If I were to do Mike Mentzer’s HIT, for a fullbody workout. Should I still contain 1-2 excercise per muscle?

bobo_mcpherson

New member
I’m a newbie, 5 months in with only gains when I’m serious. Aside from thag, I never made much gains (though I lost 20kg). I’m 14, and I feel like HIT could help with my time management as well as gains.

I’m very new to this and use a home gym with no smith machines. I hope you could help.
 
@bobo_mcpherson HIT training the Mentzer isn't super advisable for natural athletes or beginners. The whole purpose of HIT training is one, all out, gun-to-your head set per body part to absolute absolute failure. It you do it right, you can't do another set, and according to his theories you don't hit that body part again for a week+.

Like I said, not for beginners, not for naturals. And Mentzer, God rest his soul was also on amphetamines too when coming up with his later theories, so keep that in mind.
 
@lineman Mike Mentzer is an enigma to me, he seems to be both correct yet incorrect. Like Andrew Tate or Napoleon Bonaparte.

His training seems to truly benefit naturals, if they excercise at 30 minutes to two hour with HIT(unlike his 30 min 4 day split of HIT).

I will at best attempt it, and find any reports on improvements.
 
@nicole351 Andrew Tate is both a madman and yet says some actual philosophical ideals that make sense.

Napoleon Bonaparte loved his woman, but we are unsure if he even loved France, even if he did truly fix it.

Napoleon is more of an enigma as we did not know what motives drove him to such ambitions
 
@bobo_mcpherson That's just called being wrong about some things & right about some things.
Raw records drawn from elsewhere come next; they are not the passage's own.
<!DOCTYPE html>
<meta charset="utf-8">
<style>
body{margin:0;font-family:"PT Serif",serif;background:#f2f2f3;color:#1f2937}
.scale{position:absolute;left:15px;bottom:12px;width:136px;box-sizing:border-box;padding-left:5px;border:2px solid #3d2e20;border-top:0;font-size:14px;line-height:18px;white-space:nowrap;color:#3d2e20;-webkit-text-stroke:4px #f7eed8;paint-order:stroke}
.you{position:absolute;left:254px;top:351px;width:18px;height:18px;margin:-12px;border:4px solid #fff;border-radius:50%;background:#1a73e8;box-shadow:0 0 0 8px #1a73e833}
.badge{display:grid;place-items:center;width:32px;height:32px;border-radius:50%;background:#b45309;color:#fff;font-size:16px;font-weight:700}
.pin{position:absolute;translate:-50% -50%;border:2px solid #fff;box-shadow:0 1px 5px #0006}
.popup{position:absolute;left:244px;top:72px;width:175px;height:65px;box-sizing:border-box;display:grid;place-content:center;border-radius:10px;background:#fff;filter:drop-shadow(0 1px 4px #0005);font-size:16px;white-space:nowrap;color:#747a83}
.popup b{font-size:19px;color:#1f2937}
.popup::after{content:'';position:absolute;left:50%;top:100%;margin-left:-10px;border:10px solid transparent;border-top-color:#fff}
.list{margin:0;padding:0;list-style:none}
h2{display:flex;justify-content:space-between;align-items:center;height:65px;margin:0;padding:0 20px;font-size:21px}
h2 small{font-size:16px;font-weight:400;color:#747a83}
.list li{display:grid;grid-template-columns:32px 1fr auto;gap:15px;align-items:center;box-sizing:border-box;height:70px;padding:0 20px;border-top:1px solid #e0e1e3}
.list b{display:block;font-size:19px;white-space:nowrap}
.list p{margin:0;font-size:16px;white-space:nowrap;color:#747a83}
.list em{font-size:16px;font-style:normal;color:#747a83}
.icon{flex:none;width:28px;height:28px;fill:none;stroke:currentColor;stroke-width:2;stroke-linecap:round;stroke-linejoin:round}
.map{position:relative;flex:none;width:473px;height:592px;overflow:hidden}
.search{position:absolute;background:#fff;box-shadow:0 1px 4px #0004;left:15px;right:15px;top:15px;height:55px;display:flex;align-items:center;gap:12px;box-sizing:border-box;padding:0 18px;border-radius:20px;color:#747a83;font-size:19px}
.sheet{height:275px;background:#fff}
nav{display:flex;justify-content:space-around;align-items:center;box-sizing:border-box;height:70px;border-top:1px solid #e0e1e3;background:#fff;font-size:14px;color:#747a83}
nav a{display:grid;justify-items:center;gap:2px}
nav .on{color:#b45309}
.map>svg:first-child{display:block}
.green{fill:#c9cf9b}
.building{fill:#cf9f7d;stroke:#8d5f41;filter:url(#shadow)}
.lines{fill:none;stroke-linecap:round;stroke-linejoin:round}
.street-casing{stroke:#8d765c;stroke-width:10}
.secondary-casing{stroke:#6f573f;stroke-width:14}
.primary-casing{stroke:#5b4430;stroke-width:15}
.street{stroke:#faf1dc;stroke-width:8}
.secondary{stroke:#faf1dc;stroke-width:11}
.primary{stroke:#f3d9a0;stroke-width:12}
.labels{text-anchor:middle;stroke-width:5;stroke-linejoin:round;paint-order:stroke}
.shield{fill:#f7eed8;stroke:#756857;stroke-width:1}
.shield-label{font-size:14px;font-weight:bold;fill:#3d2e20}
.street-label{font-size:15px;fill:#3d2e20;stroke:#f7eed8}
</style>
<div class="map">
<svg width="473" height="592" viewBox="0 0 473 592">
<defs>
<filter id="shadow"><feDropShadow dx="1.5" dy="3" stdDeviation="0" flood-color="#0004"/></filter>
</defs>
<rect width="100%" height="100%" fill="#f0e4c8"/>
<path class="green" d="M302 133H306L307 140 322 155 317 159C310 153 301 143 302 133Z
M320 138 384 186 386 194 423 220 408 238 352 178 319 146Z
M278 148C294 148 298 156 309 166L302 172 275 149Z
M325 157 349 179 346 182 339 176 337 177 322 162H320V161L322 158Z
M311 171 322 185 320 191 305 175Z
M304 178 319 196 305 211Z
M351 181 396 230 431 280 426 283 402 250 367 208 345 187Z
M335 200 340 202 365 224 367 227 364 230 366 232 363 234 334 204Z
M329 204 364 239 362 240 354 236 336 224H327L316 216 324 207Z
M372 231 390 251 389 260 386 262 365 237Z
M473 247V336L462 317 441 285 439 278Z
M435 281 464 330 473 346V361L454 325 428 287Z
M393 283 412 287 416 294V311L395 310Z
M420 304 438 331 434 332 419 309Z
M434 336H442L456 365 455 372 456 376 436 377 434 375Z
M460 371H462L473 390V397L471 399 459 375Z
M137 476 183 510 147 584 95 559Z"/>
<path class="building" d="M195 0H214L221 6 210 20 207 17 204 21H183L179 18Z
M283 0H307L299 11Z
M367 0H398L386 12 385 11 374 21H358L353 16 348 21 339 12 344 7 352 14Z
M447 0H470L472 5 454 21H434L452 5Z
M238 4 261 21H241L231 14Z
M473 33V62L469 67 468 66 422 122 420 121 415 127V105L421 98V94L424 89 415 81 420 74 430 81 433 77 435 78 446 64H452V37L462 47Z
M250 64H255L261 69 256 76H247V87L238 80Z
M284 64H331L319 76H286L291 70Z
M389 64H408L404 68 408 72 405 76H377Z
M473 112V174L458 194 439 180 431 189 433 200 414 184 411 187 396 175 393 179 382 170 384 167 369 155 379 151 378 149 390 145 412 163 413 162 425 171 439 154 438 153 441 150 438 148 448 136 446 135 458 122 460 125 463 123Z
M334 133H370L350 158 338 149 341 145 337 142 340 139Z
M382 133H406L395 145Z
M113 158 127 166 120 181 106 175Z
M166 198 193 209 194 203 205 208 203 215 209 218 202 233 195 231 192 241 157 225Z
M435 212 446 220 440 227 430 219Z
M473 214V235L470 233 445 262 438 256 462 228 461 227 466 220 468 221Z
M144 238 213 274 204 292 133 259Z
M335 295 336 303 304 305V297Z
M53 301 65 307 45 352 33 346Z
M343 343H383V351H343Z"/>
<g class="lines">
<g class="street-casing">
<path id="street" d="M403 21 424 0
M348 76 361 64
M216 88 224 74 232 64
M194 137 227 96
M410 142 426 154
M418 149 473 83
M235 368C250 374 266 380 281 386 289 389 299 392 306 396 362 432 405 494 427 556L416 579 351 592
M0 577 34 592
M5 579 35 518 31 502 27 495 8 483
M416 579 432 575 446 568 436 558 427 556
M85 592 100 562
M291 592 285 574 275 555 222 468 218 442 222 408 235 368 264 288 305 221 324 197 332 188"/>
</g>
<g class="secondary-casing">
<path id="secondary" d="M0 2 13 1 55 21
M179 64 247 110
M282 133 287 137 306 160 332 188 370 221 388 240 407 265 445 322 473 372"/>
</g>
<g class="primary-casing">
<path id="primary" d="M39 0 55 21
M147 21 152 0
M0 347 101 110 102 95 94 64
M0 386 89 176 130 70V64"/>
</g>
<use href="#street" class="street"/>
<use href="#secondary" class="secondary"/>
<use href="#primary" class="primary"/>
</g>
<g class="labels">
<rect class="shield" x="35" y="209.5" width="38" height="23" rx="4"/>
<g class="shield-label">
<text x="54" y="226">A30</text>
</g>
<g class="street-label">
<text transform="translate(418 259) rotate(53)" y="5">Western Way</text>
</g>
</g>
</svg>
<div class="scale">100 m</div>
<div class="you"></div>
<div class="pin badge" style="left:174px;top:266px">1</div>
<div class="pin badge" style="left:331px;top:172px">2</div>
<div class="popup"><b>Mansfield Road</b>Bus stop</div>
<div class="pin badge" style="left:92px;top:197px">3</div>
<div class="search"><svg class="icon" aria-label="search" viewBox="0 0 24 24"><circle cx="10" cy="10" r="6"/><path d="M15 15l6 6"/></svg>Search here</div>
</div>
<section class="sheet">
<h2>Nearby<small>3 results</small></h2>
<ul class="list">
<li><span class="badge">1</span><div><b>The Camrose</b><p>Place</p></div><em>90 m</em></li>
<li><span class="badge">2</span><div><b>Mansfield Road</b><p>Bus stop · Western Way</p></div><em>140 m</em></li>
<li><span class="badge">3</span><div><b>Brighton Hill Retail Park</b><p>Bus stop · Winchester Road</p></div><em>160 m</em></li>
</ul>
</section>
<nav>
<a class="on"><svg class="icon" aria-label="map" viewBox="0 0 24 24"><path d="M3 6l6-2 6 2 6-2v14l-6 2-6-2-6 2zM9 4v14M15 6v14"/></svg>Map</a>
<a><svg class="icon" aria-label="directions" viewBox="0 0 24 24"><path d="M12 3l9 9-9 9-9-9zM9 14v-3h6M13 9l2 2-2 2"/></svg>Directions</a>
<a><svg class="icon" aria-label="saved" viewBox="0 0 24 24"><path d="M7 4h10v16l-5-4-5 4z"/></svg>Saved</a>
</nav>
It's not an enigma, it's actually a massive proportion of the human race. Mike is a great example of a guy with some good theories and also some bunk.
 
@bobo_mcpherson But that's the thing, you can't do true HIT for 2 hours. True true true muscular failure is so taxing, you won't be able to stretch it out for 2 hours doing set after set. If you do more than one set per body part in a session, it's not true HIT.
 
@thunderbolt1990 3DMJ has been more vocal about lower volumes recently as well. Not 1-set-per-exercise-low, but definitely that everyone tries pushing their training intensity with 6-10 sets per muscle group per week.
 
@lineman Doctor prescribed amphetamines that were for productivity use he wanted to read and write all day as well as ride bike for miles a day and found that it helped him a lot. He made many books and articles about bodybuilding and the mind as well. And his theories are correct.
 
@mycroft1325 He was a charlatan who got butthurt about losing to arnold and made up a dogmatic training system to market himself after he quit competing.

Mentzer trained high volume. None of his students became high level pros. 1000000s of bodybuilders successfully train high volume.

And dont bring up dorian because he used pyramid sets.look at his logbooks theyre all online.
 
@mycroft1325 I wonder what bicycle could even handle a man like him 😂.

If the theories are presently correct, why was he open to steroids?

I mean most videos I find of him seem to align with trusted modern sources, but he seems to be sort of…cultish? Or moreso he trained his cilents differently from how he claimed to train which offputs me.

From what I know, his cilents did 5 sets per excercise while he claims to do one.
 
@bobo_mcpherson There are programs and there are principles. You're going to want to take the principles in order to create a program.

HIT teaches you about working very hard and putting forth effort. A very valuable tool, as in my opinion, you won't be able to accurately assess Reps in Reserve (RIR) appropriately without knowing what failure feels like.

The harder you work, the less you'll be able to do and recover from.

With that said, Mentzer's work is strong. Towards the end he went a bit off the rails, though. With that said, it's not a bad starting point with some caveats.

A couple resources I would encourage you to look into are 3D Muscle Journey (especially their pyramid books about nutrition and training both), as well as Paul Carter (if you're fascinated by the concept of HIT).
 
@liz1965 Ah, I’ll look into 3D Muscle Journey.

Now the next question is how to create a program for myself? From my basic peek at it, programs are basically just a period where you workout certain muscles at a certain split?